Work item:
Please return every line in the following data that includes the string "button".

[Stored items]
○ ○ ○ ○

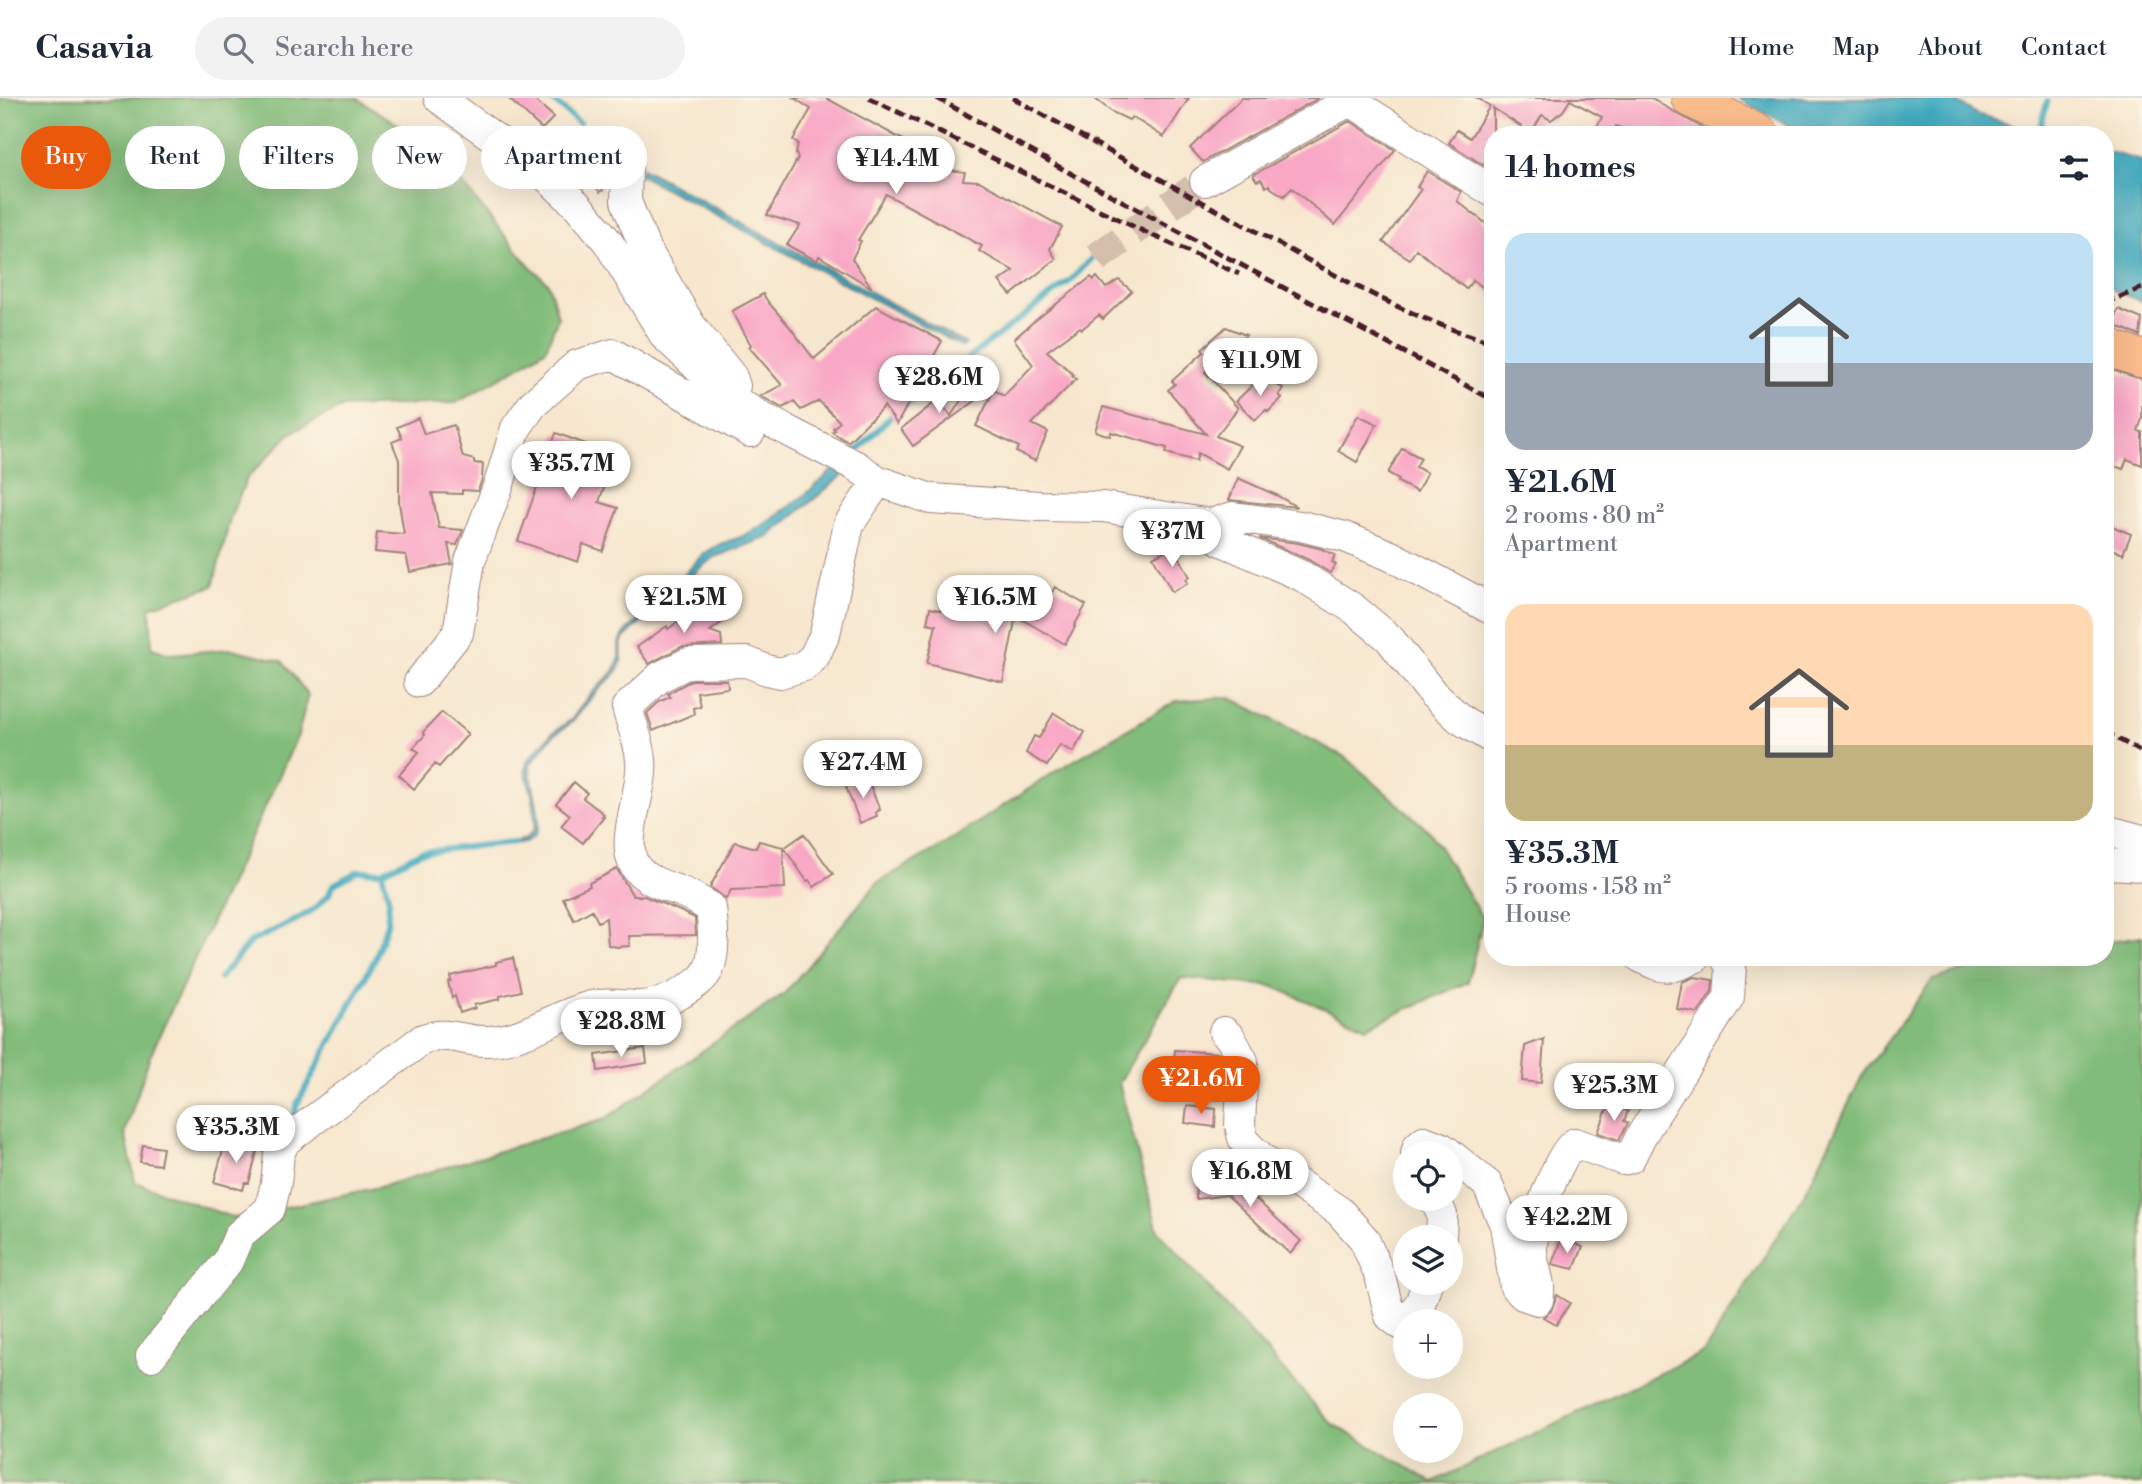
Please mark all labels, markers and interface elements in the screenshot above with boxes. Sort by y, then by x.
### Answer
search box [195,17,685,80]
text: Casavia [35,28,153,69]
icon: search [219,29,257,67]
text: Search here [275,32,414,64]
text: Home [1729,33,1794,63]
text: Map [1832,33,1880,63]
text: About [1918,33,1983,63]
text: Contact [2021,33,2107,63]
chip: Buy [21,126,111,189]
chip: Rent [125,126,225,189]
chip: Filters [239,126,358,189]
chip: New [372,126,467,189]
chip: Apartment [481,126,647,189]
pin: ¥14.4M [839,136,953,196]
text: ¥14.4M [853,145,939,173]
text: 14 homes [1505,149,1636,187]
icon: filters [2055,149,2093,187]
icon: home [1736,279,1862,405]
pin: ¥11.9M [1203,338,1317,398]
text: ¥11.9M [1219,347,1301,375]
pin: ¥28.6M [882,356,996,415]
text: ¥28.6M [895,364,983,392]
pin: ¥35.7M [514,442,628,501]
text: ¥35.7M [528,450,614,478]
text: ¥21.6M [1505,464,1617,502]
text: 2 rooms · 80 m² [1505,502,1664,530]
pin: ¥37M [1131,510,1213,569]
text: ¥37M [1139,518,1205,546]
text: Apartment [1505,530,1618,558]
pin: ¥21.5M [627,575,741,635]
pin: ¥16.5M [938,575,1052,635]
text: ¥21.5M [641,584,727,612]
text: ¥16.5M [953,584,1037,612]
icon: home [1736,650,1862,776]
pin: ¥27.4M [806,740,920,800]
text: ¥27.4M [819,749,907,777]
text: ¥35.3M [1505,835,1619,873]
text: 5 rooms · 158 m² [1505,873,1671,901]
text: House [1505,901,1571,929]
pin: ¥28.8M [564,1000,678,1059]
text: ¥28.8M [577,1008,665,1036]
pin: ¥21.6M [1144,1056,1258,1116]
pin: ¥25.3M [1557,1063,1671,1123]
text: ¥21.6M [1158,1065,1244,1093]
text: ¥25.3M [1570,1072,1658,1100]
pin: ¥35.3M [179,1105,293,1165]
text: ¥35.3M [192,1114,280,1142]
map controls [1393,1141,1463,1463]
button: locate [1393,1141,1463,1211]
pin: ¥16.8M [1193,1150,1307,1209]
text: ¥16.8M [1208,1158,1292,1186]
pin: ¥42.2M [1510,1196,1624,1255]
text: ¥42.2M [1522,1204,1612,1232]
button: layers [1393,1225,1463,1295]
button: + [1393,1309,1463,1379]
button: − [1393,1393,1463,1463]

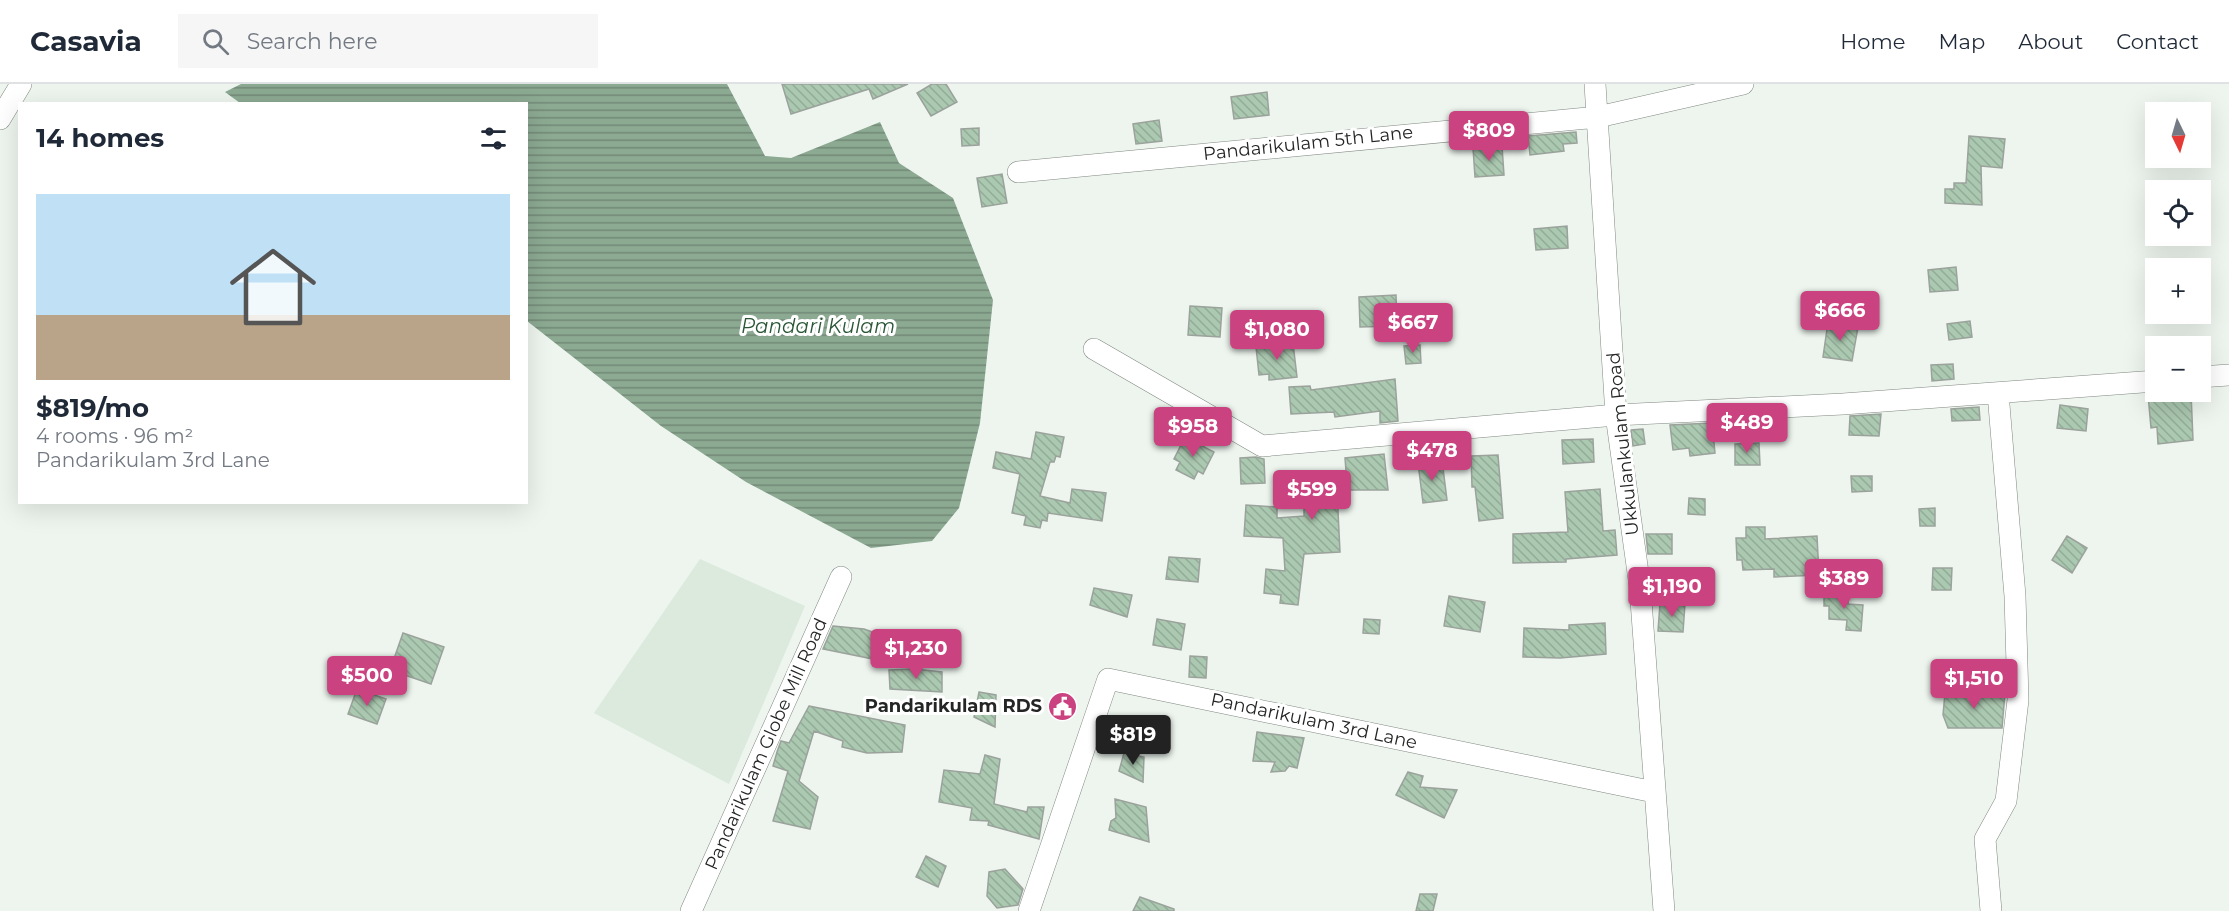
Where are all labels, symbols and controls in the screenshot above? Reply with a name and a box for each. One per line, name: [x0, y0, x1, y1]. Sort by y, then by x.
search box: [178, 14, 598, 68]
text: Casavia: [30, 24, 142, 58]
icon: search: [199, 25, 232, 58]
text: Search here: [247, 28, 378, 55]
text: Home: [1840, 29, 1905, 54]
text: Map: [1938, 29, 1985, 54]
text: About: [2018, 29, 2083, 54]
text: Contact: [2116, 29, 2199, 54]
north arrow: [2145, 102, 2211, 168]
map controls: [2145, 102, 2211, 402]
pin: $809: [1453, 111, 1525, 162]
text: $809: [1463, 118, 1515, 142]
street label: Pandarikulam 5th Lane: [1202, 121, 1414, 165]
text: 14 homes: [36, 122, 164, 154]
icon: filters: [477, 122, 510, 155]
button: locate: [2145, 180, 2211, 246]
icon: home: [219, 233, 327, 341]
button: +: [2145, 258, 2211, 324]
pin: $666: [1804, 291, 1876, 342]
text: $666: [1815, 298, 1865, 322]
pin: $667: [1377, 303, 1449, 354]
pin: $1,080: [1228, 310, 1326, 361]
text: $667: [1388, 310, 1438, 334]
water label: Pandari Kulam: [741, 314, 895, 338]
text: $1,080: [1244, 317, 1310, 341]
button: −: [2145, 336, 2211, 402]
street label: Ukkulankulam Road: [1602, 351, 1644, 537]
text: $819/mo: [36, 392, 149, 424]
pin: $489: [1711, 403, 1783, 454]
pin: $958: [1157, 407, 1229, 458]
text: $489: [1721, 410, 1773, 434]
text: $958: [1168, 414, 1218, 438]
text: 4 rooms · 96 m²: [36, 424, 193, 448]
pin: $478: [1396, 431, 1468, 482]
text: $478: [1406, 438, 1458, 462]
text: Pandarikulam 3rd Lane: [36, 448, 270, 472]
pin: $599: [1276, 470, 1348, 521]
text: $599: [1287, 477, 1337, 501]
pin: $389: [1808, 559, 1880, 610]
text: $389: [1819, 566, 1869, 590]
pin: $1,190: [1623, 567, 1721, 618]
text: $1,190: [1642, 574, 1702, 598]
street label: Pandarikulam Globe Mill Road: [700, 615, 832, 873]
pin: $1,230: [867, 629, 965, 680]
text: $1,230: [884, 636, 948, 660]
pin: $500: [331, 656, 403, 707]
pin: $1,510: [1925, 659, 2023, 710]
text: $500: [341, 663, 393, 687]
text: $1,510: [1945, 666, 2003, 690]
street label: Pandarikulam 3rd Lane: [1209, 688, 1419, 754]
public building icon: Pandarikulam RDS: [1047, 690, 1079, 722]
place label: Pandarikulam RDS: [865, 695, 1042, 717]
pin: $819: [1097, 715, 1169, 766]
text: $819: [1110, 722, 1156, 746]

○ ○ ○ ○

Result for this task:
button: locate [1393,1141,1463,1211]
button: layers [1393,1225,1463,1295]
button: + [1393,1309,1463,1379]
button: − [1393,1393,1463,1463]
button: locate: [2145, 180, 2211, 246]
button: +: [2145, 258, 2211, 324]
button: −: [2145, 336, 2211, 402]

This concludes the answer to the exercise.